(EXTRACTED DATA)

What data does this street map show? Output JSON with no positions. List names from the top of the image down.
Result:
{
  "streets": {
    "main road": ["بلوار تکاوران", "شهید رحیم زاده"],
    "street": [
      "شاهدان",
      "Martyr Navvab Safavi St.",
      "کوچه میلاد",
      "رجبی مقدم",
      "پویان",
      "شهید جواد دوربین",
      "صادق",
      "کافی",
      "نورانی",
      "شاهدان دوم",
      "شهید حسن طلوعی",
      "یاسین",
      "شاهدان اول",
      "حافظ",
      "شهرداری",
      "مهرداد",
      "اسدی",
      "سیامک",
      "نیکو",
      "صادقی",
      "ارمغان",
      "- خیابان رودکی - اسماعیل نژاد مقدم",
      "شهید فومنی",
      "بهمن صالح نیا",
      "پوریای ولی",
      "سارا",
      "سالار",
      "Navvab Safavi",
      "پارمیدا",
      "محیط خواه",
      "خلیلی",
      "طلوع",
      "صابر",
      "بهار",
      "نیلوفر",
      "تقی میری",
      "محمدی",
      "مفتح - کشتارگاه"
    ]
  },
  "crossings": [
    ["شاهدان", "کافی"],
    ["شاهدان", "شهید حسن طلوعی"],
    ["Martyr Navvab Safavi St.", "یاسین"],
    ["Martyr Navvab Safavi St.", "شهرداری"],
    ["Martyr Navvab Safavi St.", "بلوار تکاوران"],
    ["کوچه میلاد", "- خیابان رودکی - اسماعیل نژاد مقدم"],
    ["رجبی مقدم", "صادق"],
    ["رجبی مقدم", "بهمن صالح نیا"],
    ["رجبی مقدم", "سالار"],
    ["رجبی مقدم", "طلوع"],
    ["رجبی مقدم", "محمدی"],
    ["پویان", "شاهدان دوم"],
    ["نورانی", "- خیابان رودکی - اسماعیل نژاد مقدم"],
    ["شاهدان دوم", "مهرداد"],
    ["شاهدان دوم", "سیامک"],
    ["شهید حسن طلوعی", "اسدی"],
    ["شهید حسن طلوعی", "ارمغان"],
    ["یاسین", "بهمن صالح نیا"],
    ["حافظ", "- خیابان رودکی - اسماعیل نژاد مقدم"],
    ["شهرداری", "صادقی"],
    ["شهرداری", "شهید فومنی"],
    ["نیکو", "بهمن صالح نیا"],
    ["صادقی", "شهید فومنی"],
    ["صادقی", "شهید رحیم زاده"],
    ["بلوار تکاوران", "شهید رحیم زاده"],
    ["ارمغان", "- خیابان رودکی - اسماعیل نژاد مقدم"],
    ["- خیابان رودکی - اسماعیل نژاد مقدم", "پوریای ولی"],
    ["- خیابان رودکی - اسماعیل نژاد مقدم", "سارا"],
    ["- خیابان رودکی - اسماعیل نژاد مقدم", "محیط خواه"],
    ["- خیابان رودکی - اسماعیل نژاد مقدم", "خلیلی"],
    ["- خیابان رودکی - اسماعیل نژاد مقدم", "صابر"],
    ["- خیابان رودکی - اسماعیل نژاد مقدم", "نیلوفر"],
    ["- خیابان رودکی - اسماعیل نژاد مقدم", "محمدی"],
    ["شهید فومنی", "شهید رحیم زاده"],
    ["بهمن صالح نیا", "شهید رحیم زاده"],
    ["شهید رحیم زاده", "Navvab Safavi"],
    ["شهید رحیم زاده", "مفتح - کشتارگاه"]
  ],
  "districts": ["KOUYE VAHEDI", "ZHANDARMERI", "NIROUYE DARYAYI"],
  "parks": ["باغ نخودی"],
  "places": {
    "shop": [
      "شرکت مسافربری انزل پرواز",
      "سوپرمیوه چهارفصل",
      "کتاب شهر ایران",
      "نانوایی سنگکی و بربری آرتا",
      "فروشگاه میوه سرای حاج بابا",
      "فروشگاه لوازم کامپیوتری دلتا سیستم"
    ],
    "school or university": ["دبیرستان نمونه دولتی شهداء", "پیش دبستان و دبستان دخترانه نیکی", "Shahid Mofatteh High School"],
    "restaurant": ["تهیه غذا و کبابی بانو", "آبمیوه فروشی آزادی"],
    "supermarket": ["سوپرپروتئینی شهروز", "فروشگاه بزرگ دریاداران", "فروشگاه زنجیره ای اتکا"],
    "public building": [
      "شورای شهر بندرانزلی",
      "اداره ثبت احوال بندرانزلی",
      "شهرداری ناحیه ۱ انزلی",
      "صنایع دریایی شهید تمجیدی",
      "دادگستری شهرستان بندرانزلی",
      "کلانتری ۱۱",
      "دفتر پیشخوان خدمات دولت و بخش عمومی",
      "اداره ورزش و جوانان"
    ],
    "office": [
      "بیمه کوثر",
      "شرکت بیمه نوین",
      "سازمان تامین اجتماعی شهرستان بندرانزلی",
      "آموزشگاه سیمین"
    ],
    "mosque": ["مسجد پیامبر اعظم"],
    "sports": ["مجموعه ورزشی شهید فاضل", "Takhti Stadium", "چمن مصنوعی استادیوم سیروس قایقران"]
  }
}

(End EXTRACTED DATA)

TRY IT
The answer is the full data, repeated exactly as shown.

YOUR SOLUTION
What data does this street map show? Output JSON with no positions. List names from the top of the image down.
Result:
{
  "streets": {
    "main road": ["بلوار تکاوران", "شهید رحیم زاده"],
    "street": [
      "شاهدان",
      "Martyr Navvab Safavi St.",
      "کوچه میلاد",
      "رجبی مقدم",
      "پویان",
      "شهید جواد دوربین",
      "صادق",
      "کافی",
      "نورانی",
      "شاهدان دوم",
      "شهید حسن طلوعی",
      "یاسین",
      "شاهدان اول",
      "حافظ",
      "شهرداری",
      "مهرداد",
      "اسدی",
      "سیامک",
      "نیکو",
      "صادقی",
      "ارمغان",
      "- خیابان رودکی - اسماعیل نژاد مقدم",
      "شهید فومنی",
      "بهمن صالح نیا",
      "پوریای ولی",
      "سارا",
      "سالار",
      "Navvab Safavi",
      "پارمیدا",
      "محیط خواه",
      "خلیلی",
      "طلوع",
      "صابر",
      "بهار",
      "نیلوفر",
      "تقی میری",
      "محمدی",
      "مفتح - کشتارگاه"
    ]
  },
  "crossings": [
    ["شاهدان", "کافی"],
    ["شاهدان", "شهید حسن طلوعی"],
    ["Martyr Navvab Safavi St.", "یاسین"],
    ["Martyr Navvab Safavi St.", "شهرداری"],
    ["Martyr Navvab Safavi St.", "بلوار تکاوران"],
    ["کوچه میلاد", "- خیابان رودکی - اسماعیل نژاد مقدم"],
    ["رجبی مقدم", "صادق"],
    ["رجبی مقدم", "بهمن صالح نیا"],
    ["رجبی مقدم", "سالار"],
    ["رجبی مقدم", "طلوع"],
    ["رجبی مقدم", "محمدی"],
    ["پویان", "شاهدان دوم"],
    ["نورانی", "- خیابان رودکی - اسماعیل نژاد مقدم"],
    ["شاهدان دوم", "مهرداد"],
    ["شاهدان دوم", "سیامک"],
    ["شهید حسن طلوعی", "اسدی"],
    ["شهید حسن طلوعی", "ارمغان"],
    ["یاسین", "بهمن صالح نیا"],
    ["حافظ", "- خیابان رودکی - اسماعیل نژاد مقدم"],
    ["شهرداری", "صادقی"],
    ["شهرداری", "شهید فومنی"],
    ["نیکو", "بهمن صالح نیا"],
    ["صادقی", "شهید فومنی"],
    ["صادقی", "شهید رحیم زاده"],
    ["بلوار تکاوران", "شهید رحیم زاده"],
    ["ارمغان", "- خیابان رودکی - اسماعیل نژاد مقدم"],
    ["- خیابان رودکی - اسماعیل نژاد مقدم", "پوریای ولی"],
    ["- خیابان رودکی - اسماعیل نژاد مقدم", "سارا"],
    ["- خیابان رودکی - اسماعیل نژاد مقدم", "محیط خواه"],
    ["- خیابان رودکی - اسماعیل نژاد مقدم", "خلیلی"],
    ["- خیابان رودکی - اسماعیل نژاد مقدم", "صابر"],
    ["- خیابان رودکی - اسماعیل نژاد مقدم", "نیلوفر"],
    ["- خیابان رودکی - اسماعیل نژاد مقدم", "محمدی"],
    ["شهید فومنی", "شهید رحیم زاده"],
    ["بهمن صالح نیا", "شهید رحیم زاده"],
    ["شهید رحیم زاده", "Navvab Safavi"],
    ["شهید رحیم زاده", "مفتح - کشتارگاه"]
  ],
  "districts": ["KOUYE VAHEDI", "ZHANDARMERI", "NIROUYE DARYAYI"],
  "parks": ["باغ نخودی"],
  "places": {
    "shop": [
      "شرکت مسافربری انزل پرواز",
      "سوپرمیوه چهارفصل",
      "کتاب شهر ایران",
      "نانوایی سنگکی و بربری آرتا",
      "فروشگاه میوه سرای حاج بابا",
      "فروشگاه لوازم کامپیوتری دلتا سیستم"
    ],
    "school or university": ["دبیرستان نمونه دولتی شهداء", "پیش دبستان و دبستان دخترانه نیکی", "Shahid Mofatteh High School"],
    "restaurant": ["تهیه غذا و کبابی بانو", "آبمیوه فروشی آزادی"],
    "supermarket": ["سوپرپروتئینی شهروز", "فروشگاه بزرگ دریاداران", "فروشگاه زنجیره ای اتکا"],
    "public building": [
      "شورای شهر بندرانزلی",
      "اداره ثبت احوال بندرانزلی",
      "شهرداری ناحیه ۱ انزلی",
      "صنایع دریایی شهید تمجیدی",
      "دادگستری شهرستان بندرانزلی",
      "کلانتری ۱۱",
      "دفتر پیشخوان خدمات دولت و بخش عمومی",
      "اداره ورزش و جوانان"
    ],
    "office": [
      "بیمه کوثر",
      "شرکت بیمه نوین",
      "سازمان تامین اجتماعی شهرستان بندرانزلی",
      "آموزشگاه سیمین"
    ],
    "mosque": ["مسجد پیامبر اعظم"],
    "sports": ["مجموعه ورزشی شهید فاضل", "Takhti Stadium", "چمن مصنوعی استادیوم سیروس قایقران"]
  }
}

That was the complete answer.